ASSIGNMENT - Filter the entries that follow, copying every line in which the word "function" appears.

RECORDS SUPPLIED -
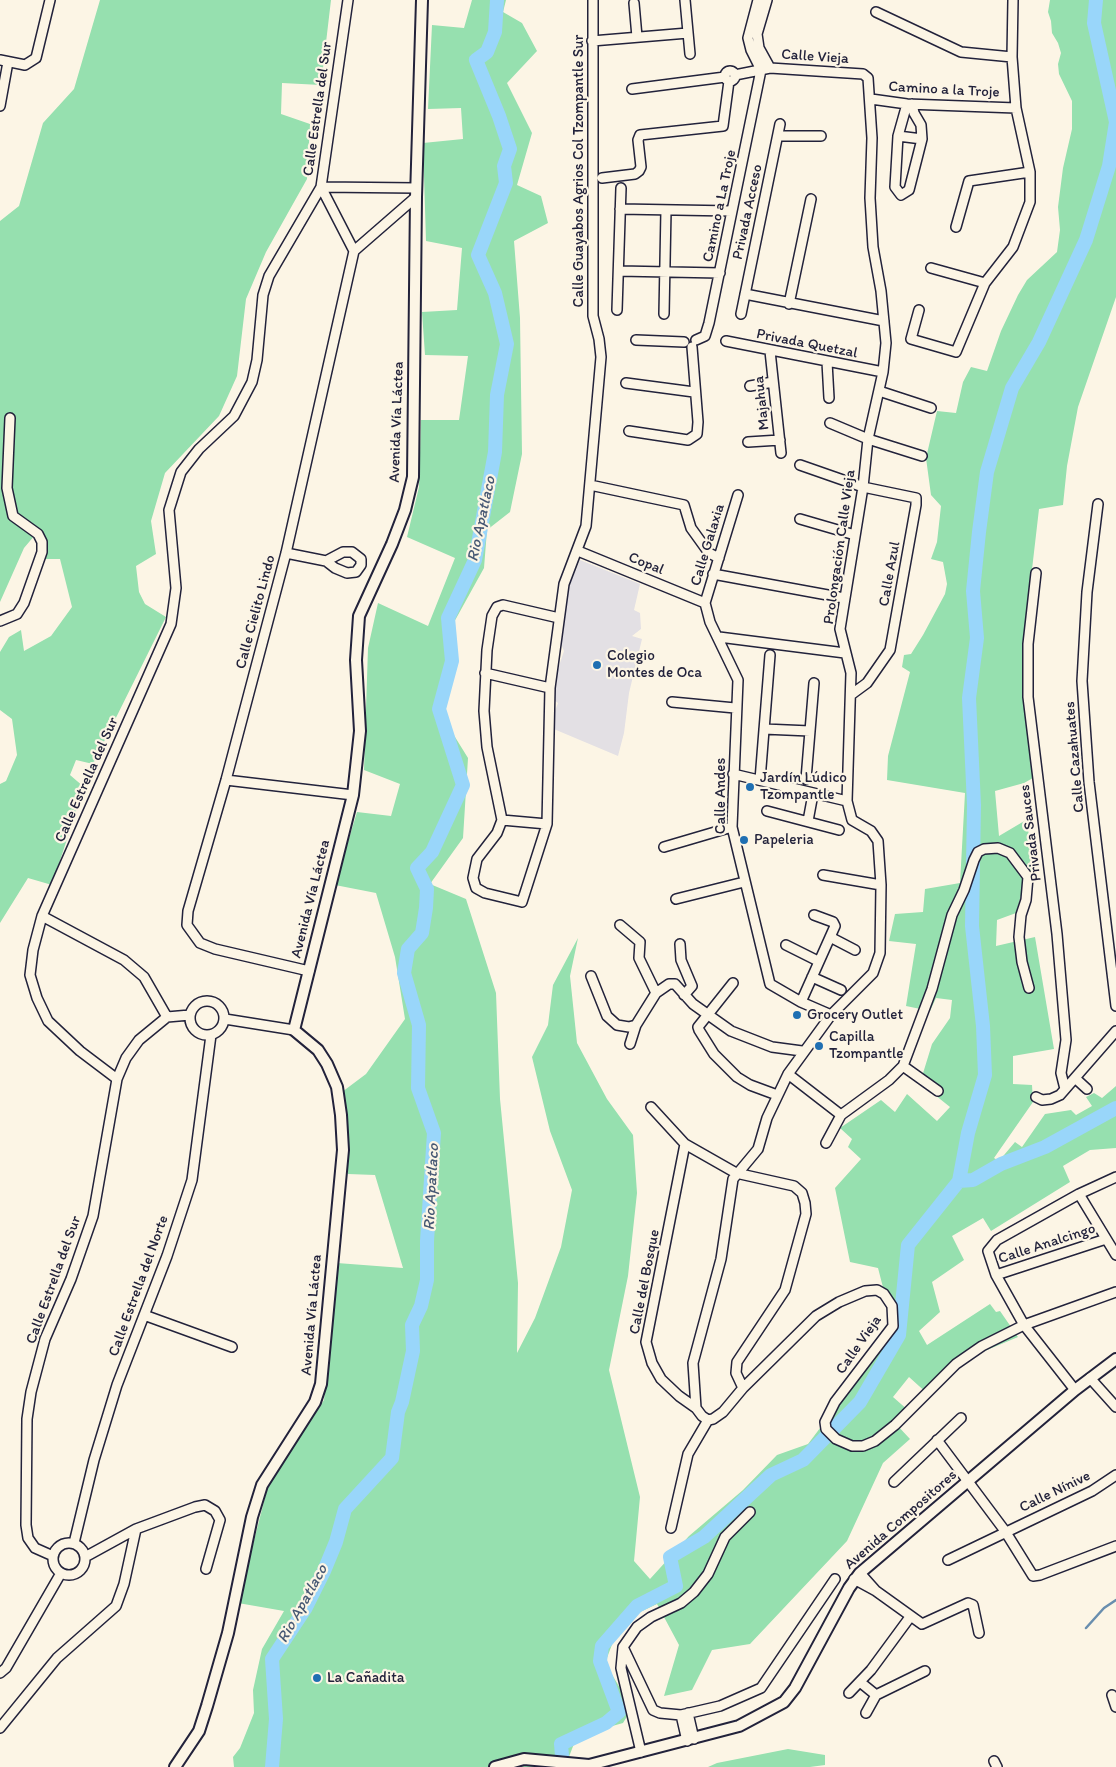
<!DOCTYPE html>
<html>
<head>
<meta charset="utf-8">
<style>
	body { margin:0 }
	canvas { display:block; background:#fcf5e5 }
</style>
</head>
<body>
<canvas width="1116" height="1767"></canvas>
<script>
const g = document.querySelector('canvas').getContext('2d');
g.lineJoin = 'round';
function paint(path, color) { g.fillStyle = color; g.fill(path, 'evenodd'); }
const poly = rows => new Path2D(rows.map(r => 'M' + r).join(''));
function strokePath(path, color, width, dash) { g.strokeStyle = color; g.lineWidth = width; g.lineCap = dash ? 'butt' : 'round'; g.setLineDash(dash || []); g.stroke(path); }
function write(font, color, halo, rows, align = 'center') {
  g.font = font + ' Itim,sans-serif'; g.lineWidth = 4.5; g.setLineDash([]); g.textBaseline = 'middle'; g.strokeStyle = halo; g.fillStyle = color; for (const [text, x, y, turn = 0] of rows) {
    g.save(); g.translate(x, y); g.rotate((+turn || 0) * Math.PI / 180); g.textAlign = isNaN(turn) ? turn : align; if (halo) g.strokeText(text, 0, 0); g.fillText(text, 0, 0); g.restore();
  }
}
const built = poly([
	[580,560,640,584,634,610,640,613,641,629,632,636,642,639,629,693,624,733,618,756,549,727,558,703,554,700,557,682,555,678,564,651,559,638,566,594]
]);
const green = poly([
	[100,0,331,0,321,85,282,83,281,114,310,124,307,179,266,252,246,299,237,376,219,416,165,473,151,521,156,554,136,566,139,592,145,604,166,617,93,764,76,760,70,775,84,787,52,885,28,878,0,923,0,784,6,781,17,755,12,719,0,710,0,652,9,637,21,630,24,651,51,636,72,607,60,559,46,559,35,535,24,548,0,602,0,221,19,206,43,123,74,89],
	[472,0,506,0,503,12,522,23,537,51,507,83,532,133,517,185,541,196,548,223,514,241,520,318,522,454,510,512,487,530,484,568,453,624,455,672,442,716,468,758,463,838,430,884,466,899,496,993,500,1099,518,1283,517,1353,535,1318,561,1247,572,1190,550,1131,532,1057,548,1025,553,985,578,938,570,976,577,1043,607,1099,633,1135,637,1193,628,1276,609,1370,640,1497,634,1561,650,1579,689,1536,743,1490,777,1455,808,1444,894,1330,878,1268,850,1262,835,1188,861,1159,848,1147,852,1139,840,1128,881,1100,895,1112,907,1094,937,1121,950,1107,920,1083,932,1044,950,1018,952,1000,936,998,930,1011,906,1006,916,944,889,941,895,914,923,912,925,889,960,883,965,793,887,780,888,756,910,672,902,667,904,655,911,654,923,635,945,594,947,584,943,562,931,559,937,542,941,506,931,495,926,458,937,411,956,413,963,382,971,367,987,371,1001,331,1018,295,1027,280,1057,252,1060,230,1058,207,1063,168,1072,129,1072,101,1059,74,1058,64,1061,53,1058,43,1052,33,1051,21,1048,12,1050,0,1116,0,1116,297,1078,407,1067,466,1063,505,1039,509,1028,604,1027,664,1035,771,1033,778,1024,783,995,791,999,836,1026,820,1037,876,1025,882,1016,913,997,920,996,946,1035,937,1054,1049,1013,1056,1013,1084,1032,1085,1033,1102,994,1158,999,1161,1015,1142,1022,1147,1045,1114,1071,1110,1076,1115,1092,1106,1086,1097,1094,1093,1102,1098,1116,1086,1116,1148,1090,1150,1063,1166,1070,1182,991,1231,983,1218,952,1236,964,1260,932,1282,940,1312,919,1331,927,1345,990,1304,996,1312,1000,1311,1018,1337,968,1358,929,1395,909,1377,893,1397,909,1411,896,1424,910,1439,883,1463,847,1541,750,1644,712,1650,692,1690,664,1696,679,1645,657,1604,621,1621,605,1663,632,1708,623,1723,577,1736,565,1767,234,1767,233,1757,240,1748,254,1713,253,1690,262,1649,284,1611,238,1603,268,1486,324,1400,337,1263,403,1268,375,1175,348,1174,342,1092,366,1074,405,1019,395,957,376,893,335,885,357,812,391,816,400,784,364,770,368,648,378,603,428,626,455,558,407,537,419,487,421,420,459,420,468,356,425,355,422,312,457,310,462,248,426,241,423,143,463,139,461,108,428,109,432,25,464,28],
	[788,1749,825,1755,825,1765,810,1767,708,1767,717,1763]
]);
const stream = poly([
	[1086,1628,1104,1608,1116,1600]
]);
const river = poly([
	[1096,0,1094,23,1116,122,1109,166,1086,240,1039,342,1012,388,987,472,979,532,973,591,977,638,969,698,974,805,972,926,983,1026,985,1075,968,1133,959,1181,973,1180,1001,1164,1045,1147,1116,1108],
	[272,1767,276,1719,272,1659,305,1609,324,1571,336,1542,345,1509,392,1458,398,1412,402,1402,413,1351,412,1325,421,1306,427,1280,427,1241,434,1133,418,1088,419,1025,404,973,408,949,422,933,426,908,427,889,417,868,432,852,463,785,439,709,452,661,448,618,475,560,495,452,497,395,507,344,495,293,478,255,506,183,504,166,510,149,499,116,476,60,487,52,495,32,497,0],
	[563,1767,561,1744,606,1723,619,1712,600,1661,602,1646,637,1606,676,1586,670,1557,704,1537,771,1475,803,1460,860,1402,899,1335,908,1245,959,1181]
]);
const minor = poly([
	[685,0,690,54],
	[758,0,748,38,751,50,761,70],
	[767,0,757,34,759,48,770,68],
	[634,3,637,37],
	[876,12,961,52,1012,57],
	[592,41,688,33],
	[0,60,25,65,36,58,50,0],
	'725 76a5 5 0 1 1 10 0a5 5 0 1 1-10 0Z',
	[735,75,770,68,863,74,868,78,872,138,870,198,873,247,881,291,886,343,883,372,868,439,863,487,840,629,851,673,847,801,852,820,871,831,878,841,881,885,880,953,873,973,831,1015,788,1074,767,1118,758,1149,733,1179,721,1259,693,1363,696,1408,702,1416,708,1420,713,1419,723,1412,743,1388,816,1316,839,1302,865,1291,877,1290,884,1294,892,1306,893,1326,835,1402,825,1422,826,1429,836,1439,852,1446,863,1446,875,1441,895,1425,956,1364,982,1346,1024,1325,1116,1292],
	[632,89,725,77],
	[871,99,907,104,1016,108],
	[907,104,898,136,895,187,901,195,909,190,922,139,921,125,914,113,912,104],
	[0,106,8,62],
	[778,136,821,136],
	[898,136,922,139],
	[602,178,635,174,639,171,641,167,638,140,640,135,723,126,729,81],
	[620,209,732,211],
	[956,227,969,181,1030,172],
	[354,251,321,187,416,188],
	[931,268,985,283],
	[619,271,720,273],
	[745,294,884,321],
	[789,304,811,199],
	[617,310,621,188],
	[919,310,911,339,956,352,985,283,1013,247,1030,202,1030,172,1016,108,1012,57,1013,0],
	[664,314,666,210],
	[741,314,780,124],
	[636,340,684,342],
	[696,340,705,336,709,323,761,70],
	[726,341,883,372],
	[770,351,781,453],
	[827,362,829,398],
	[626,383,694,392],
	[750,386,773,382],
	[879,391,931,408],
	[830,423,868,439,922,456],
	[629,431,688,440,697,434,698,422,692,347],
	[748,442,780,440],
	[800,465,863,487,916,498,916,505,890,650,867,683,852,694],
	[590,485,684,505,691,528,709,553,719,558],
	[1098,504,1087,592,1082,681,1089,782,1116,1006],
	[800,519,855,535],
	[578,551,705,603],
	[286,553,326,561,335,568,347,573,356,572,361,565,361,559,352,552,343,552,326,561],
	[1036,573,1028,644,1028,697,1057,934,1066,1040,1061,1073,1065,1089],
	[713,574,844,598],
	[705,603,710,622,738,680,732,827,770,984,801,1002,831,1015],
	[705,603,738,495],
	[559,618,503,605,497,607,492,616,487,650,484,711,487,747,502,820,497,833,477,859,473,878,476,888,485,893,522,902,547,824,550,688,564,584,586,526,601,357,599,339,593,316,593,0],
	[0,621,17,614,24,603,42,552,42,542,38,534,13,516,7,488,10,418],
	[719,637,845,653],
	[485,673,550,688],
	[672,702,735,708],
	[764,729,810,731],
	[733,774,847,801],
	[806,779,814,683],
	[226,780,353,795],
	[760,780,770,655],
	[767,811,839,830],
	[502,820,547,824],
	[808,821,813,794],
	[664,847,732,827],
	[823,875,881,885],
	[676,899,744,882],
	[42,916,124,960,144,977,167,1017],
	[620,925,640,942,639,958,656,993],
	[830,937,855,950],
	[680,944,681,960,692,986,684,995],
	[786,945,818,961],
	[309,971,215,949,200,943,187,925,188,911,226,780,286,553,354,251,416,197],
	[591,976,607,1016,617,1025,629,1027,636,1025],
	[812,977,841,990],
	[733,983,698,1027,699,1030,714,1054,737,1077,750,1085,777,1095],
	'190 1018a17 17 0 1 1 34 0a17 17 0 1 1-34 0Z',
	[801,1002,835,926,833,922,814,915],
	[225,1019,294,1030],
	[630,1044,636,1025,656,993,669,984,675,984,693,1004,731,1031,772,1047,802,1051],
	[903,1066,938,1091],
	[788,1074,841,1115],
	[1075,1078,1087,1089],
	[117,1079,80,1051,48,1021,37,998,30,975,33,950,42,916,171,624,176,588,169,510,181,472,199,449,234,416,252,382,257,360,263,295,269,276,321,187,348,0],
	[1036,1097,1042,1100,1051,1099,1060,1095,1116,1031],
	[651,1107,685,1144,736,1173,794,1186,802,1193,805,1203,806,1214,785,1290,737,1362,736,1373,743,1388],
	[826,1143,841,1115,889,1080,903,1066,932,989,952,915,964,890,974,860,978,852,984,849,998,848,1010,853,1028,877,1026,900,1021,915,1019,937,1022,962,1029,988],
	[685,1144,646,1342,652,1363,661,1379,679,1396,696,1408],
	[1079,1194,1116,1255],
	[996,1275,1106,1239],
	[144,1315,232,1347],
	[1090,1378,1116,1407],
	[1075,1390,1024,1325,996,1275,988,1251,997,1240,1079,1194,1116,1177],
	[937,1440,1005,1531,1033,1576,1040,1575,1116,1546],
	[894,1482,961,1418],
	[671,1528,688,1454,708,1420],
	'53 1559a16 16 0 1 1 32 0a16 16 0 1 1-32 0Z',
	[74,1543,94,1460,117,1385,167,1256,192,1180,211,1035],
	[53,1556,35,1548,28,1538,26,1525,27,1419,31,1392,45,1339,71,1279,93,1216,117,1079,126,1058,139,1040,167,1017,190,1015],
	[85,1557,136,1529,195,1507,205,1505,215,1511,220,1520,206,1569],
	[948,1560,1092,1491,1116,1475],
	[860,1573,876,1591],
	[854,1579,876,1591,922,1624,968,1603,973,1605,979,1633],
	[623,1647,653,1710,660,1713,681,1715,720,1706,761,1688,835,1579],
	[0,1673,6,1668,61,1573],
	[860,1682,876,1695,925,1671],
	[849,1693,871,1670,910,1617],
	[1112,1695,1116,1707],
	[688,1713,694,1739],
	[866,1713,876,1695],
	[681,1715,687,1741],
	[0,1728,57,1658,116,1606,124,1584,136,1529],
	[641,1752,621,1668,623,1647,637,1627,651,1617,681,1603,694,1592,708,1574,725,1537,750,1512],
	[994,1761,997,1767]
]);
const tertiary = poly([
	[175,1767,199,1731,207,1706,228,1633,252,1517,262,1485,315,1402,321,1384,343,1150,341,1115,337,1087,327,1064,318,1050,294,1030,353,795,360,731,356,660,359,616,392,544,405,510,413,477,416,197,422,0],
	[495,1767,524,1759,589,1765,739,1726,784,1702,795,1688,849,1588,860,1573,1075,1390,1116,1359]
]);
const markers = [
	[597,665,5,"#1f6fb2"],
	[750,787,5,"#1f6fb2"],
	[744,840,5,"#1f6fb2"],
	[797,1015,5,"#1f6fb2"],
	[819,1046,5,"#1f6fb2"],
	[317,1678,5,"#1f6fb2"]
];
const streetNames = [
	["Calle Vieja",815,57,4],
	["Camino a la Troje",944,90,3],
	["Calle Estrella del Sur",318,109,-82],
	["Calle Guayabos Agrios Col Tzompantle Sur",579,171,-90],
	["Camino a La Troje",720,206,-78],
	["Privada Acceso",748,212,-78],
	["Privada Quetzal",807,344,11],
	["Majahua",762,403,-96],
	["Avenida Vía Láctea",397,422,-88],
	["Calle Galaxia",708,545,-73],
	["Prolongación Calle Vieja",840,547,-82],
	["Copal",646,564,22],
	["Calle Azul",890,574,-80],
	["Calle Cielito Lindo",256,612,-75],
	["Calle Cazahuates",1075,757,-95],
	["Calle Estrella del Sur",87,780,-66],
	["Calle Andes",721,796,-90],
	["Privada Sauces",1031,833,-97],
	["Avenida Vía Láctea",311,899,-76],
	["Calle Analcingo",1047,1244,-18],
	["Calle Estrella del Sur",54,1280,-70],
	["Calle del Bosque",645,1282,-79],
	["Calle Estrella del Norte",139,1286,-70],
	["Avenida Vía Láctea",312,1315,-85],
	["Calle Vieja",859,1345,-55],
	["Calle Nínive",1055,1492,-26],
	["Avenida Compositores",901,1520,-41]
];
const poiNames = [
	["Colegio",607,656],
	["Montes de Oca",607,673],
	["Jardín Lúdico",760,778],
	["Tzompantle",760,795],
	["Papeleria",754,840],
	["Grocery Outlet",807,1015],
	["Capilla",829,1037],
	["Tzompantle",829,1054],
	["La Cañadita",327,1678]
];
const waterNames = [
	["Rio Apatlaco",482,519,-78],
	["Rio Apatlaco",432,1187,-87],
	["Rio Apatlaco",303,1604,-61]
];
paint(built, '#e3e0e4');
paint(green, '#96e0af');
strokePath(stream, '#698eae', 2.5);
strokePath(river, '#99d6fa', 14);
strokePath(minor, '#22223b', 12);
strokePath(tertiary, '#22223b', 14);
strokePath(minor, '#fcf5e5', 9);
strokePath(tertiary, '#fcf5e5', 10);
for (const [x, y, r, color] of markers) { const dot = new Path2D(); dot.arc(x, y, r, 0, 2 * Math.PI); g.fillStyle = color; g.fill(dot); strokePath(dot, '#fcf5e5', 2); }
write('15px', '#22223b', '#fcf5e5', streetNames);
write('15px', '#22223b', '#fcf5e5', poiNames, 'left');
write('italic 16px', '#465874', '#fcf5e5', waterNames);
</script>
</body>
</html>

SOLUTION FOR THIS PROBLEM -
function paint(path, color) { g.fillStyle = color; g.fill(path, 'evenodd'); }
function strokePath(path, color, width, dash) { g.strokeStyle = color; g.lineWidth = width; g.lineCap = dash ? 'butt' : 'round'; g.setLineDash(dash || []); g.stroke(path); }
function write(font, color, halo, rows, align = 'center') {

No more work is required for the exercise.